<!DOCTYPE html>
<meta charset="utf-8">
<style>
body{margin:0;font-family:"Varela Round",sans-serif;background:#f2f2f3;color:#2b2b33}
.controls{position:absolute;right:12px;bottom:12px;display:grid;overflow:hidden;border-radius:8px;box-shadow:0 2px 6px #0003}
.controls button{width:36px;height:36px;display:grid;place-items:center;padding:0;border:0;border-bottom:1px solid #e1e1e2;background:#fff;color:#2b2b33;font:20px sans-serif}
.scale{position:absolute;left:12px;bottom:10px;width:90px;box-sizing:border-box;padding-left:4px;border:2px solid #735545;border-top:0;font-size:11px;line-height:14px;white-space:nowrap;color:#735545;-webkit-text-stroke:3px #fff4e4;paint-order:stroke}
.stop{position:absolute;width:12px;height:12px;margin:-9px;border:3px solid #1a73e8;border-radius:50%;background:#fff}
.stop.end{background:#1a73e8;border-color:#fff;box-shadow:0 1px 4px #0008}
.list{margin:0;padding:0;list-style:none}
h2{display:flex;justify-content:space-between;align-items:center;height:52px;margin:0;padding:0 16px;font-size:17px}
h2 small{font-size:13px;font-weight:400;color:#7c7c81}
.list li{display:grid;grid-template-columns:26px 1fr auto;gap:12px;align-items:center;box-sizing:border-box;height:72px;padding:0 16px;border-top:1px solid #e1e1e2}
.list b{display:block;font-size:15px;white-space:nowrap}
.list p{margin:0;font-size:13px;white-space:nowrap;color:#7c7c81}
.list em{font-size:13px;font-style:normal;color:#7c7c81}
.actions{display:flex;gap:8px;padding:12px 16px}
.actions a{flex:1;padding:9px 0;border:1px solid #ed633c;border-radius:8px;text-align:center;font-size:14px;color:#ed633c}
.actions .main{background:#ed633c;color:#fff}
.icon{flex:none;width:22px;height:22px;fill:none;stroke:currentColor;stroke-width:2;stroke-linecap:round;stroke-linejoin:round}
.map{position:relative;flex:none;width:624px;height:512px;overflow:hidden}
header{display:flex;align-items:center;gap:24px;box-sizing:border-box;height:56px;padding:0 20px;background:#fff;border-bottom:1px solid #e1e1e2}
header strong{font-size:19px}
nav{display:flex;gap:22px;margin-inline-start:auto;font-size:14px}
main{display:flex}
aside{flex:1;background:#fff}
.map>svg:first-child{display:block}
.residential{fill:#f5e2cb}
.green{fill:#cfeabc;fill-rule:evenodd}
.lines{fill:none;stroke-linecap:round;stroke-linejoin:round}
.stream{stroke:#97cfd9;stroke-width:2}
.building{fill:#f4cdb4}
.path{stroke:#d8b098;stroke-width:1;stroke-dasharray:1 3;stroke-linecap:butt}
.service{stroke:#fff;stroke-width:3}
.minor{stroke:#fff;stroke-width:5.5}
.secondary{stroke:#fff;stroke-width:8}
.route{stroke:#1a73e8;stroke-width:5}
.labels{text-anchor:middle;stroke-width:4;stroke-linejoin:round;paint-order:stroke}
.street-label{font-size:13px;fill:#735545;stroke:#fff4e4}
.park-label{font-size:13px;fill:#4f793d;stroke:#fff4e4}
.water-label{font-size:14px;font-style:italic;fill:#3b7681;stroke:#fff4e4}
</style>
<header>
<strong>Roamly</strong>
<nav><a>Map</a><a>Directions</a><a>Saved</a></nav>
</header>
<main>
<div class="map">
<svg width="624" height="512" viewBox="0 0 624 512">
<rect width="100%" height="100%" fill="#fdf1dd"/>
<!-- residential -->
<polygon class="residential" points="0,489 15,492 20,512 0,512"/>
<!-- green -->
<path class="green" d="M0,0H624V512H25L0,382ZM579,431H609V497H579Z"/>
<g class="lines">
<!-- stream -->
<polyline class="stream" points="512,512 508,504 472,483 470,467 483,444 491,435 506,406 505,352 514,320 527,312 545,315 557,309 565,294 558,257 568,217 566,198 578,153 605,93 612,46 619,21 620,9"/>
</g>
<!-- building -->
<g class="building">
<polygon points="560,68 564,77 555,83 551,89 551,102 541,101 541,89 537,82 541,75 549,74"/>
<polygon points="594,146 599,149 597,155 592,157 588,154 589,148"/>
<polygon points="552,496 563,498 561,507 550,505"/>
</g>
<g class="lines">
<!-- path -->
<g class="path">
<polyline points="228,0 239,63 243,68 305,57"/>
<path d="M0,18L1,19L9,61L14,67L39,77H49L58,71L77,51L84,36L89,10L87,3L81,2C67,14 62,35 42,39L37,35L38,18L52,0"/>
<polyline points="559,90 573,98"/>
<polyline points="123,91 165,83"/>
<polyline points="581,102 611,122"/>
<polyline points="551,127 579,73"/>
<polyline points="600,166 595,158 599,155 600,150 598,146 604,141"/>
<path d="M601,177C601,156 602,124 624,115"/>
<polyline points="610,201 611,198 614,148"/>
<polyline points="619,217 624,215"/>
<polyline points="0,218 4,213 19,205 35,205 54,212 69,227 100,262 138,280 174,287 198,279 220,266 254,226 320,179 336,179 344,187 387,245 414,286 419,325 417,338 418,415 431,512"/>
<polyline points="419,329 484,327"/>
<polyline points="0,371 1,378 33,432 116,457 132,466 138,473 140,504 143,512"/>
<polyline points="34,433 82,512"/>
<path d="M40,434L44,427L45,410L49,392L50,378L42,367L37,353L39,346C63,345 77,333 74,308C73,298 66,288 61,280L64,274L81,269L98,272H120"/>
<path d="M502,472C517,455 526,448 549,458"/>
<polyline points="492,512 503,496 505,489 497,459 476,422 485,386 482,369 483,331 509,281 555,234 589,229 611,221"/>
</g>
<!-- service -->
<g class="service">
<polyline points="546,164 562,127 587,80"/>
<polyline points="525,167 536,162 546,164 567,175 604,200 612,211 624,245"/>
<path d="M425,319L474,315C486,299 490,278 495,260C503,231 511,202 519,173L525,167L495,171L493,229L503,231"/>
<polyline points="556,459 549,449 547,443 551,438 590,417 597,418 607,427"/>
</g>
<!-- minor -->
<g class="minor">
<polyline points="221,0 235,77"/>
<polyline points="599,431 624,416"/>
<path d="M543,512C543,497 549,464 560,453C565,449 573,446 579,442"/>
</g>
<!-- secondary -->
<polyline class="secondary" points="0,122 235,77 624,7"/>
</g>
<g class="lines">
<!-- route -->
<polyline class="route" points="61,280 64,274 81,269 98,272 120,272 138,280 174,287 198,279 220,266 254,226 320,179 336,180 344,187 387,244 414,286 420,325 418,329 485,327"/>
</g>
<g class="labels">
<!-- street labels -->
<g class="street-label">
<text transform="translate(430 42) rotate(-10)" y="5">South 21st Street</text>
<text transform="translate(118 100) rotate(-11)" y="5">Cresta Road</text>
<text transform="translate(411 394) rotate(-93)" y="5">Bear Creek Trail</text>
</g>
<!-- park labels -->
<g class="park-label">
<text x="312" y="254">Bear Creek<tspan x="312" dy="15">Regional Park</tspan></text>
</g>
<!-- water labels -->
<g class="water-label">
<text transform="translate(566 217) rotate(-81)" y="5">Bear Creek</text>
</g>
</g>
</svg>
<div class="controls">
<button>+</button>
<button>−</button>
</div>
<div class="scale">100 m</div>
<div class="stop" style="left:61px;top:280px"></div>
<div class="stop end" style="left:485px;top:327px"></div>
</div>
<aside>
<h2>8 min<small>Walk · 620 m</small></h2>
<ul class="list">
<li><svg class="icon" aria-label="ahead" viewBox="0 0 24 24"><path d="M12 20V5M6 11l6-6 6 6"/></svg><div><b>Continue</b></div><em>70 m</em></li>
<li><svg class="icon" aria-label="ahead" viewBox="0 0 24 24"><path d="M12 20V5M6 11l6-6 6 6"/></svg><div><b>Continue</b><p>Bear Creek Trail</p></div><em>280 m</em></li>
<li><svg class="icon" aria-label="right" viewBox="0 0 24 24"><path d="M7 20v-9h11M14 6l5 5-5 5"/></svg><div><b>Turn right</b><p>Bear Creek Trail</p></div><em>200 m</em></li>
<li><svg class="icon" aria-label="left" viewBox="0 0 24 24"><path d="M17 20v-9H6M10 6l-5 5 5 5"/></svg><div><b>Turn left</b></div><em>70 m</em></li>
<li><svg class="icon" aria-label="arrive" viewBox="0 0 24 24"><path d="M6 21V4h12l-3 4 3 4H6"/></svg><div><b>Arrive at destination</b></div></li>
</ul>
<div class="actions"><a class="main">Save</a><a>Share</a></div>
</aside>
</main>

WHAT TO DO: Copy, from the material above, each line in which the string "grid" occurs.

TASK SOLUTION:
.controls{position:absolute;right:12px;bottom:12px;display:grid;overflow:hidden;border-radius:8px;box-shadow:0 2px 6px #0003}
.controls button{width:36px;height:36px;display:grid;place-items:center;padding:0;border:0;border-bottom:1px solid #e1e1e2;background:#fff;color:#2b2b33;font:20px sans-serif}
.list li{display:grid;grid-template-columns:26px 1fr auto;gap:12px;align-items:center;box-sizing:border-box;height:72px;padding:0 16px;border-top:1px solid #e1e1e2}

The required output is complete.